AMIGO IMAGINÁRIO
 
 
     Interessante como as coisas mudam com o tempo. Há um tempo atrás, se vissem alguém falando sozinho na rua, corria o risco de ser internado. Os tempos mudaram, como se diz por aí. Alguém falando sozinho, muito provavelmente está com o fone no ouvido ligado ao celular, ou ainda, divertindo-se conectado a uma rede social; hoje em dia perfeitamente normal. Foi-se o tempo em que “usar a imaginação” significava ativar e exercitar os miolos. Hoje nos chega tudo mastigado, desenhado e traduzido. Fazer o que? Evolução!
     Antigamente, quando alguém falava sozinho, era logo tachado de “zureta”. O que não significava que realmente a pessoa tinha um parafuso a menos, era só... bem... não tão zureta assim, vai...

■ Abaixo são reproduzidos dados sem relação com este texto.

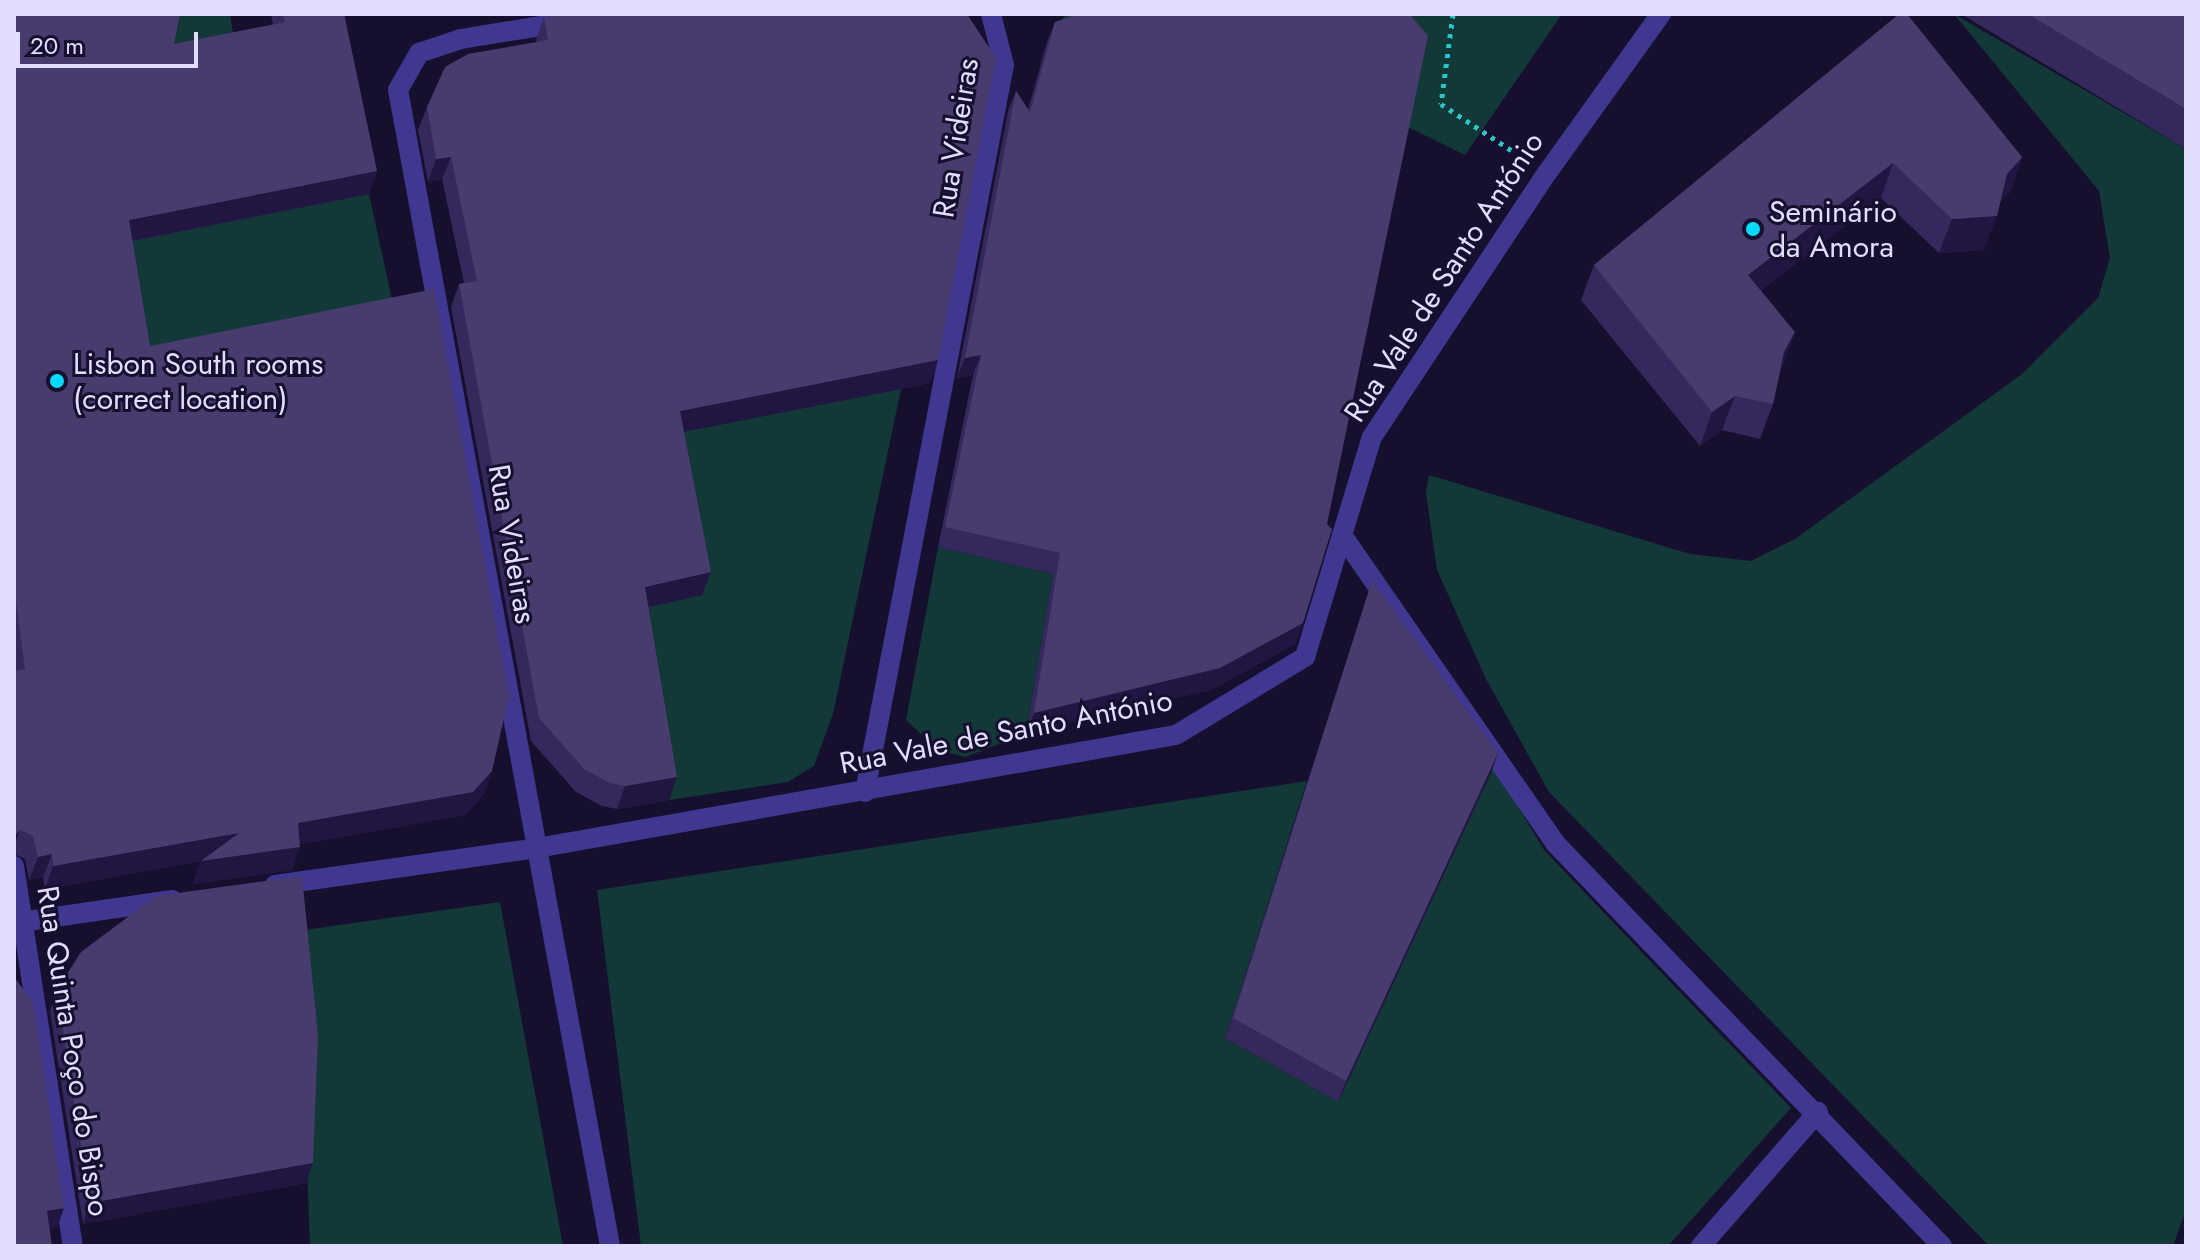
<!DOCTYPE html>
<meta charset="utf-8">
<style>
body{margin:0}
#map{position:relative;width:2200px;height:1260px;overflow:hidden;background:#16102e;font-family:Jost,sans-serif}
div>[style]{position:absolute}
.green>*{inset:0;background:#123838}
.path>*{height:5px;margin-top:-2.5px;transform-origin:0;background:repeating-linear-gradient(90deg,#27c8c7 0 4px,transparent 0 10px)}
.service>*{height:20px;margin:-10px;padding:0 10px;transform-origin:10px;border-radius:10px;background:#3f3790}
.minor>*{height:20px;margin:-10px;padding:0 10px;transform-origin:10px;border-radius:10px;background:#3f3790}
.wall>*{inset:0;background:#35285c}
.shaded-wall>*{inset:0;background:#211642}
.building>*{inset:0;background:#483b6e}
.dots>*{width:22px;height:22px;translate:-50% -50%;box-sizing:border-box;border:4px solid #16102e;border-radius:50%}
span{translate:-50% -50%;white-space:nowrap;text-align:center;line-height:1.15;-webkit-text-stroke:6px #16102e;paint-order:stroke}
.street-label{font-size:30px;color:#e2dcff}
.poi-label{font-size:30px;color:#e2dcff}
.left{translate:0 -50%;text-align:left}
.frame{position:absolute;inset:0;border:16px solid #e2dcff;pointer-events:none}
.scale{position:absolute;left:16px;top:32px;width:182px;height:36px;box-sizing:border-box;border:4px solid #e2dcff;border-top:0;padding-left:10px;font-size:24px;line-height:28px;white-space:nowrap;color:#e2dcff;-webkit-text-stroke:6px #16102e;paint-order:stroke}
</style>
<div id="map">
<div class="green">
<i style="clip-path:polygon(176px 14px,230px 14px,236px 53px,166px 67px)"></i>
<i style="clip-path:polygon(1066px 14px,1562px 14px,1465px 155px,1408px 127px,1047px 42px)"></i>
<i style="clip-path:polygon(1954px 14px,2186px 149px,2186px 1210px,2173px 1246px,1989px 1246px,1549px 792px,1486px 679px,1437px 570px,1426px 493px,1429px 475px,1690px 554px,1751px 561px,1795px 539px,2022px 374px,2098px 298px,2110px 258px,2099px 191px)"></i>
<i style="clip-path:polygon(369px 194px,396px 318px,141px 369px,122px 243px)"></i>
<i style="clip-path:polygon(901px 389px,833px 714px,814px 766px,788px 782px,669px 800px,636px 610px,672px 434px)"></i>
<i style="clip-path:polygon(938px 547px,1053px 574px,1026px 733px,966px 757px,938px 750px,906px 720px)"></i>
<i style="clip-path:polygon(1494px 766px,1544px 850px,1791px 1108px,1668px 1246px,641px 1246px,597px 890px,1307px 781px,1225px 1038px,1338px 1102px)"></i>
<i style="clip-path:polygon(500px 902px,563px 1246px,310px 1246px,298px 931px)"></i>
</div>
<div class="path">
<i style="left:1453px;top:14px;width:91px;rotate:97.6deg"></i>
<i style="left:1441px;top:104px;width:84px;rotate:33.3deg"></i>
</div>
<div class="service">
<i style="left:1555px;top:843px;width:559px;rotate:46.16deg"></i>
<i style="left:1701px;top:1246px;width:178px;rotate:-48.9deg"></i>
</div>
<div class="minor">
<i style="left:1342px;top:535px;width:374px;rotate:55.3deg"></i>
<i style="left:865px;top:792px;width:740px;rotate:-79.18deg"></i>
<i style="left:1004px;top:65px;width:53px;rotate:-104.3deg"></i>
<i style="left:14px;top:866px;width:385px;rotate:81.2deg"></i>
<i style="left:275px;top:885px;width:265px;rotate:-8deg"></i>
<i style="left:537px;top:848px;width:649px;rotate:-10.03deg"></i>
<i style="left:1176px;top:735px;width:151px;rotate:-31.2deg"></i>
<i style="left:1305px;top:657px;width:230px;rotate:-73.1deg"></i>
<i style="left:1372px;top:437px;width:317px;rotate:-56.5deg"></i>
<i style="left:1547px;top:173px;width:196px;rotate:-54.4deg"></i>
<i style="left:14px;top:923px;width:160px;rotate:-8.3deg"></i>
<i style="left:610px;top:1246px;width:1175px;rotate:-100.39deg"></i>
<i style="left:398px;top:90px;width:43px;rotate:-60.4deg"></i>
<i style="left:419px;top:53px;width:44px;rotate:-18.4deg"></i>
<i style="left:461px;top:39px;width:155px;rotate:-9.3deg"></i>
</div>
<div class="wall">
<i style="clip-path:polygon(14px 14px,174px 44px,273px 25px,271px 14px,344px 14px,377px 171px,369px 194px,133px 241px,150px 346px,492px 771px,484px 794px,465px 815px,300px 844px,292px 870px,193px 884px,201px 861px,45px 889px,43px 877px,29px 880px,25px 859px,14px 854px)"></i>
<i style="clip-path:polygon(1899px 14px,2022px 157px,2010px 192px,2000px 202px,1984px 250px,1939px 253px,1881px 198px,1761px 290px,1783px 366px,1780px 372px,1773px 404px,1760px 439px,1722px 430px,1700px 446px,1581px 300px,1594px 265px)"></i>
<i style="clip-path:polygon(1961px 14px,2186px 14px,2186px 149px)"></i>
<i style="clip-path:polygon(544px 17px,938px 360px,930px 383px,684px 431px,711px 572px,702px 595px,648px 607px,669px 800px,617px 809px,602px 806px,576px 792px,531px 741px,451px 307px,459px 284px,464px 283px,442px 179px,428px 182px,418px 130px,427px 107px,537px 42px,536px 40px)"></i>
<i style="clip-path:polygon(1055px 22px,1303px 623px,1295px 644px,1213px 689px,1026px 733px,1053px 574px,938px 547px,973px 375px,957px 378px,1008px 111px,1016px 91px,1028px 110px,1047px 42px)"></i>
<i style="clip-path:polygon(1372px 581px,1498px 753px,1491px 773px,1338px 1102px,1225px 1038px)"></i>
<i style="clip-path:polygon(65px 977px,306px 1183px,83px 1224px,50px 1011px,57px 991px,62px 986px)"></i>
</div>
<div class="shaded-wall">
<i style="clip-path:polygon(451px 157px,442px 179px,428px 182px,436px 159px)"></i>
<i style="clip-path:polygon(2022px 157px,2010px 192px,1994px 208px,2007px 174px)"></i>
<i style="clip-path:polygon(1893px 163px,1881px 198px,1736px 309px,1748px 275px)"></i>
<i style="clip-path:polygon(377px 171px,369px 194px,121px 243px,129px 220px)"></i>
<i style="clip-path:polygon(1997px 216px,1984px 250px,1939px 253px,1952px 219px)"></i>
<i style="clip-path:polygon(1795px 332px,1783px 366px,1771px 387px,1784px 352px)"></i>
<i style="clip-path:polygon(981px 355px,973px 375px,957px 378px,965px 358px)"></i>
<i style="clip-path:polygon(938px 360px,930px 383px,672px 434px,680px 411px)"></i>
<i style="clip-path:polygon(1735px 396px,1722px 430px,1700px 446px,1712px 412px)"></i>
<i style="clip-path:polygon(711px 572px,702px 595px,636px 610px,645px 587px)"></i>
<i style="clip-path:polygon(1303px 623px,1295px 644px,1213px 689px,1026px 733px,1034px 713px)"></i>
<i style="clip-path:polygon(1498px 753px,1491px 773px,1338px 1102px,1346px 1081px)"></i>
<i style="clip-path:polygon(492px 771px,484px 794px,465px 815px,290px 846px,298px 823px)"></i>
<i style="clip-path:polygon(677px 777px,669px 800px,617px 809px,625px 786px)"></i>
<i style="clip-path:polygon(20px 830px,14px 846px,14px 836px)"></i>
<i style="clip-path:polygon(239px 833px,300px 847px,292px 870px,193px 884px,201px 861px,45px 889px,53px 866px)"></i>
<i style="clip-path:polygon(52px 854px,43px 877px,29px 880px,38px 857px)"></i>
<i style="clip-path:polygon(313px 1163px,306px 1183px,83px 1224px,90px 1203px)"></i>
<i style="clip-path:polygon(64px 1208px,57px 1228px,40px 1231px,47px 1211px)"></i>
</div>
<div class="building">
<i style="clip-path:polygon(14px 14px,180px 14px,174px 44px,285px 22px,283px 14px,344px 14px,377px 171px,129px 220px,150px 346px,434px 289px,509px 696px,492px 771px,473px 792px,298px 823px,300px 847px,201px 861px,239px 833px,53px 866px,52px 854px,38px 857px,33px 836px,20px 830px,14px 836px,14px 671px,25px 669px,14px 587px)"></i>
<i style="clip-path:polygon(563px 14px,967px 14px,996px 58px,938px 360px,680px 411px,711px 572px,645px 587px,677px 777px,625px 786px,610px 783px,584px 769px,539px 718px,459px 284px,477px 281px,451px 157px,436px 159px,427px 107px,445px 67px,468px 54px,548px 40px,544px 17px)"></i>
<i style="clip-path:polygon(1078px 14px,1410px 15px,1428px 36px,1327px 524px,1332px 529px,1303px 623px,1220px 668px,1034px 713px,1060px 553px,945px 527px,981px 355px,965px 358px,1016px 91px,1030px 112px,1055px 22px)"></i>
<i style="clip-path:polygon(1899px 14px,1907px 14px,2022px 157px,2007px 174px,1997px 216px,1952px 219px,1893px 163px,1748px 275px,1795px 332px,1784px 352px,1773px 404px,1735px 396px,1712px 412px,1594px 265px)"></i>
<i style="clip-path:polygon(2028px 14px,2186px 14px,2186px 109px)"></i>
<i style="clip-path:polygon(1372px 581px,1498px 753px,1346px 1081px,1233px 1018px)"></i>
<i style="clip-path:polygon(302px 876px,318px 1035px,313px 1163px,90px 1203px,57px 991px,61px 985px,67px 988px,65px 977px,81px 952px,156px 896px)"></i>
<i style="clip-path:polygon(14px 977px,33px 1002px,64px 1208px,47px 1211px,52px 1246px,14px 1246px)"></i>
</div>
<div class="dots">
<i style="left:1753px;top:229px;background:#08daff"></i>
<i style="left:57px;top:381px;background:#08daff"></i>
</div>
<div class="street-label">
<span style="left:956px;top:138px;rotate:-81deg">Rua Videiras</span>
<span style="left:1444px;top:277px;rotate:-57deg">Rua Vale de Santo António</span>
<span style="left:512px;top:544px;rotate:80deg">Rua Videiras</span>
<span style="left:1006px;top:732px;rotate:-11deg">Rua Vale de Santo António</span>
<span style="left:73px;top:1051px;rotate:81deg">Rua Quinta Poço do Bispo</span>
</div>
<div class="poi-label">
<span class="left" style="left:1769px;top:229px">Seminário<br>da Amora</span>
<span class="left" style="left:73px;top:381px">Lisbon South rooms<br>(correct location)</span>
</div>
<div class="frame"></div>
<div class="scale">20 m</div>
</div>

     Eu mesmo tinha o hábito de falar com Minzé, um amigo imaginário que me acompanhava desde criança. Mas não era uma amizade passageira, daquelas que passa quando entra na adolescência. No meu caso persistiu por mais algum tempo. Não sei exatamente em que situação cada qual deixa de interagir com seu amigo imaginário, mas no meu caso foi um corte repentino, após uma briga. Desde então não o tenho mais visto, ou falado com ele. Lembro-me como se fosse hoje: Havia acabado de comprar o pequeno sítio, às margens do Rio Grande, mais ao norte, era cercada pela chamada Mata das Pacas, que circundava o sitio indo até às margens do rio. Local muito bem conservado pelo dono anterior, e que prometi conservar assim que comprei o sítio. Já havia passado da adolescência mas tinha recursos suficientes, pois tinha acabado de receber herança de meu pai e precisava empregar logo o dinheiro pra não perder valor.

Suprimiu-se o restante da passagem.